§ **Prompt**: Look for the string "SOCIAL" in the data below, and copy each line that holds it.

§ **Record extracts**:
□ □ □

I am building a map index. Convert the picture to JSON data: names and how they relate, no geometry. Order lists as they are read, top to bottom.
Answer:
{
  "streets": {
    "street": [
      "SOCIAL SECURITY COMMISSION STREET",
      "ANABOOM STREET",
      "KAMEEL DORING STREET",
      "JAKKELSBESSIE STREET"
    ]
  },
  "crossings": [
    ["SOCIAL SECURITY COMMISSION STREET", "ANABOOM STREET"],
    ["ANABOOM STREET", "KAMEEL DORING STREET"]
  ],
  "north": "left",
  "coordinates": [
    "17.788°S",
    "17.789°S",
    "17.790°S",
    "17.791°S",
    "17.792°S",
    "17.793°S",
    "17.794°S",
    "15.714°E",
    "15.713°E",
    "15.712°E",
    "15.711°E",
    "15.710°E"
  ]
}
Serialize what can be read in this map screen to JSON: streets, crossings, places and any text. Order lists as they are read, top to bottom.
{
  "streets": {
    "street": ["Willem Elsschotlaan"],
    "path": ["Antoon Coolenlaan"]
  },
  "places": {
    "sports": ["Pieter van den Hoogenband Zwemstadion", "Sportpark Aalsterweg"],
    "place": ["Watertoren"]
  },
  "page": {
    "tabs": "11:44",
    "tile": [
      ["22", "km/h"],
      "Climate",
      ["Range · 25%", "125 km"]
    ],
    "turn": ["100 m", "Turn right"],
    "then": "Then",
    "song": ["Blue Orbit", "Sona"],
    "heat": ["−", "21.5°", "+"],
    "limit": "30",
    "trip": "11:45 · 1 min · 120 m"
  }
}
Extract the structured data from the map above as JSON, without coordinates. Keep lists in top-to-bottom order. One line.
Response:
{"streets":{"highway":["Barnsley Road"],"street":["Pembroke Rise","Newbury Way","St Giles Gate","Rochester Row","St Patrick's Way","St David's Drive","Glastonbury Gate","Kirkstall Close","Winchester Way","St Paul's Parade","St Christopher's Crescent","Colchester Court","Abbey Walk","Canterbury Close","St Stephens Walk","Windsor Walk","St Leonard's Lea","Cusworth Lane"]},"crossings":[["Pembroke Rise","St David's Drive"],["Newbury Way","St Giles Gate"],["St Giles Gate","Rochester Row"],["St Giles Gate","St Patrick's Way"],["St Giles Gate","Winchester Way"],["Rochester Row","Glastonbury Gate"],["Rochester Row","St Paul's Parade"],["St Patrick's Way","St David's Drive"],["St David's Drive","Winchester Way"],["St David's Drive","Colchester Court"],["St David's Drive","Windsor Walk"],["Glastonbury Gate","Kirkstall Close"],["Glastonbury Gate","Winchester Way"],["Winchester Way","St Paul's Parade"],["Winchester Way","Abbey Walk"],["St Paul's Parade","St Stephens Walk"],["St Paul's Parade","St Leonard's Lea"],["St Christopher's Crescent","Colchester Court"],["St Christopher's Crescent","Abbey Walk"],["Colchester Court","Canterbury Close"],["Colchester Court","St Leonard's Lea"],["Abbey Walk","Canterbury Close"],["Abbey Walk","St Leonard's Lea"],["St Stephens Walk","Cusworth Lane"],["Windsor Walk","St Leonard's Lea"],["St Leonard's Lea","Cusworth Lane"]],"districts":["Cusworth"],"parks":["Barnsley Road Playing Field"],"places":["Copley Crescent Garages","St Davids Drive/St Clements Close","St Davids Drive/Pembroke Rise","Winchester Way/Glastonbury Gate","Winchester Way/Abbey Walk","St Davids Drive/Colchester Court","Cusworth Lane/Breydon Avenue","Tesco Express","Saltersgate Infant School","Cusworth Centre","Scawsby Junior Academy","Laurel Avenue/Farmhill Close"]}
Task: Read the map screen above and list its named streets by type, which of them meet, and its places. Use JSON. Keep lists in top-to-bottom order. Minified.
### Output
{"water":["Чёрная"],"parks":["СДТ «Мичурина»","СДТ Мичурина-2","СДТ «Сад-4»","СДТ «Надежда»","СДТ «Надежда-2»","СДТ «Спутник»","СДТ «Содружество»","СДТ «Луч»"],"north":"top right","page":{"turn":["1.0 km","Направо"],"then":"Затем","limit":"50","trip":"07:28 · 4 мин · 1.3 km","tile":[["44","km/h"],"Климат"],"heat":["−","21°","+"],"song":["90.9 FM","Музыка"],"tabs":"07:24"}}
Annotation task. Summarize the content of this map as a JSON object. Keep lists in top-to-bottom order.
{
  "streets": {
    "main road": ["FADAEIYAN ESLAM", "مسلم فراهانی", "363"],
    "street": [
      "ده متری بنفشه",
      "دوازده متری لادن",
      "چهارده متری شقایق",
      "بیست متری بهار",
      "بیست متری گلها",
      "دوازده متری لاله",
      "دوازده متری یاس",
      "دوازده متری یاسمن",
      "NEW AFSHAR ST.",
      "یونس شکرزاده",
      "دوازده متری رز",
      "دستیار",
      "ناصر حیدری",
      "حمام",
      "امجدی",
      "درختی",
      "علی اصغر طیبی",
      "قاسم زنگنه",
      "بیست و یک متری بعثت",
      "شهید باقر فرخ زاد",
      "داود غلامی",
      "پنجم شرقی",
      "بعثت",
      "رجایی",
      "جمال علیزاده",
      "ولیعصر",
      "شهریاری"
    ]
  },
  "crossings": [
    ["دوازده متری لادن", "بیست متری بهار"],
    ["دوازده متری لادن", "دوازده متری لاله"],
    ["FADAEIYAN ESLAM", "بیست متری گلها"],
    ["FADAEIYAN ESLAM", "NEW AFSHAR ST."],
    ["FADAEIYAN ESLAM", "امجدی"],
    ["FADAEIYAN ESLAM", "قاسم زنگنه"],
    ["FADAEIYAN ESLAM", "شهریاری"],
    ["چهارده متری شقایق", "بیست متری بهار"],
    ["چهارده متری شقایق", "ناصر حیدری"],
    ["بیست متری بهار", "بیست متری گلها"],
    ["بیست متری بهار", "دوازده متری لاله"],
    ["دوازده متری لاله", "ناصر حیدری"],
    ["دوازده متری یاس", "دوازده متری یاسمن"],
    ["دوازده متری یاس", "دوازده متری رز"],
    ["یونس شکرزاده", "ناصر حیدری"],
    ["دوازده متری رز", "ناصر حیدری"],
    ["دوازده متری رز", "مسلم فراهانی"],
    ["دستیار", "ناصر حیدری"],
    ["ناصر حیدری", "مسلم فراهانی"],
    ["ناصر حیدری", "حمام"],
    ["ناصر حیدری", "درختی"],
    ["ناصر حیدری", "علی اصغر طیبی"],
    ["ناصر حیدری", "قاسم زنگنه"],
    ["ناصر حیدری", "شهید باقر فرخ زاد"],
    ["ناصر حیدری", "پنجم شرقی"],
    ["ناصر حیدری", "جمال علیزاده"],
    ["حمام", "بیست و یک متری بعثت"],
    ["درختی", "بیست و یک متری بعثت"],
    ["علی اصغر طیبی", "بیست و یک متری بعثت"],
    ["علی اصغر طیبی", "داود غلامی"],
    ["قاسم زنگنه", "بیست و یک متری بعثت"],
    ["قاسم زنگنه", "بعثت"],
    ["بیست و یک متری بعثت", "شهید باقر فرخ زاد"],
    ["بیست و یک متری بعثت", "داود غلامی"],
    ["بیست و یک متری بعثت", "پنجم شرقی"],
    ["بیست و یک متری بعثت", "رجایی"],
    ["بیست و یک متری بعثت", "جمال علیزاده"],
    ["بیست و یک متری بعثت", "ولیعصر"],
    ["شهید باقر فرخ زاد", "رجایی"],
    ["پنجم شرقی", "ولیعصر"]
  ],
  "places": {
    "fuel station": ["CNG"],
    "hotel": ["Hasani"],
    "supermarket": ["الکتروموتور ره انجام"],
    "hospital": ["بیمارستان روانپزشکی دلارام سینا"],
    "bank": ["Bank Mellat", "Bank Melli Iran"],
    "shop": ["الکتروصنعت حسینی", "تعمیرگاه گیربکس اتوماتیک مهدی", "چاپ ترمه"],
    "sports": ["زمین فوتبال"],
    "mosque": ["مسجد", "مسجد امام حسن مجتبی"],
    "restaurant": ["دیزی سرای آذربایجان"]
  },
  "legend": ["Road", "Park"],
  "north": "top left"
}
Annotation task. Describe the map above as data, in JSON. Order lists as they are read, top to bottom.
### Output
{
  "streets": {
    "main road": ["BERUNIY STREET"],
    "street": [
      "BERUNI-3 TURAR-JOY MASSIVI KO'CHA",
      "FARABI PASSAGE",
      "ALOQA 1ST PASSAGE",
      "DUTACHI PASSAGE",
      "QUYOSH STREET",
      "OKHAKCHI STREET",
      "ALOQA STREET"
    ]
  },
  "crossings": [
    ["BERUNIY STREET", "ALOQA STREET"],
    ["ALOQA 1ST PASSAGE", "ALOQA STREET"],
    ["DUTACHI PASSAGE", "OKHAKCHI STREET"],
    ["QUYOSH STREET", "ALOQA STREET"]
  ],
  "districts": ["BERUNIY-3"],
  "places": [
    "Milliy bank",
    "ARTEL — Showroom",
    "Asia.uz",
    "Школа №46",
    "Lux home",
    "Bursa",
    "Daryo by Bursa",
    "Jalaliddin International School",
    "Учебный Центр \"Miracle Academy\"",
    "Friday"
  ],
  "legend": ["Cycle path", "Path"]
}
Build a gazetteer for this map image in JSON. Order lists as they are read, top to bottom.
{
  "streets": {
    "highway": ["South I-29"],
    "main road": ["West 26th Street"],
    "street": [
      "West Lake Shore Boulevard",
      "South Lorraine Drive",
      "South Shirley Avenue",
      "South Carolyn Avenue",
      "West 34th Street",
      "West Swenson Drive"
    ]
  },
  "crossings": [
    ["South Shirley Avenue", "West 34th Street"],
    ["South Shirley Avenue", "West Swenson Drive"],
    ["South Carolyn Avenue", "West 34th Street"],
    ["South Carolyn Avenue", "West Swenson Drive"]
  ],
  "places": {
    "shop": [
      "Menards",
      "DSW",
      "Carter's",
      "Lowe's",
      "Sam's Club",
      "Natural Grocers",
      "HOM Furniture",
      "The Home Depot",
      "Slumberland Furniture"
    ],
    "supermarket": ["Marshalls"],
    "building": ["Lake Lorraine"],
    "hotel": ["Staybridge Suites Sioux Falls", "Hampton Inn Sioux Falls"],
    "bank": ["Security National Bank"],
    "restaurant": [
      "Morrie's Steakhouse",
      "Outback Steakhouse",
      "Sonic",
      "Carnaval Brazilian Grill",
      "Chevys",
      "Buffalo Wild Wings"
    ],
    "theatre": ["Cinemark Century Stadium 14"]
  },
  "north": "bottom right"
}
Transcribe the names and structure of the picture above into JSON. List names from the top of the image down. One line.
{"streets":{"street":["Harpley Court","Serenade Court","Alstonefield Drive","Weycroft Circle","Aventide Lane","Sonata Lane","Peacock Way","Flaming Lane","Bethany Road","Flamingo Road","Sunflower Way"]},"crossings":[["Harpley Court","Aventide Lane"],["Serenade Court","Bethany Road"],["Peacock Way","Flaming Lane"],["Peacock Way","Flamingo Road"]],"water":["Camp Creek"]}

□ □ □

§ **Expected answer**:
      "SOCIAL SECURITY COMMISSION STREET",
    ["SOCIAL SECURITY COMMISSION STREET", "ANABOOM STREET"],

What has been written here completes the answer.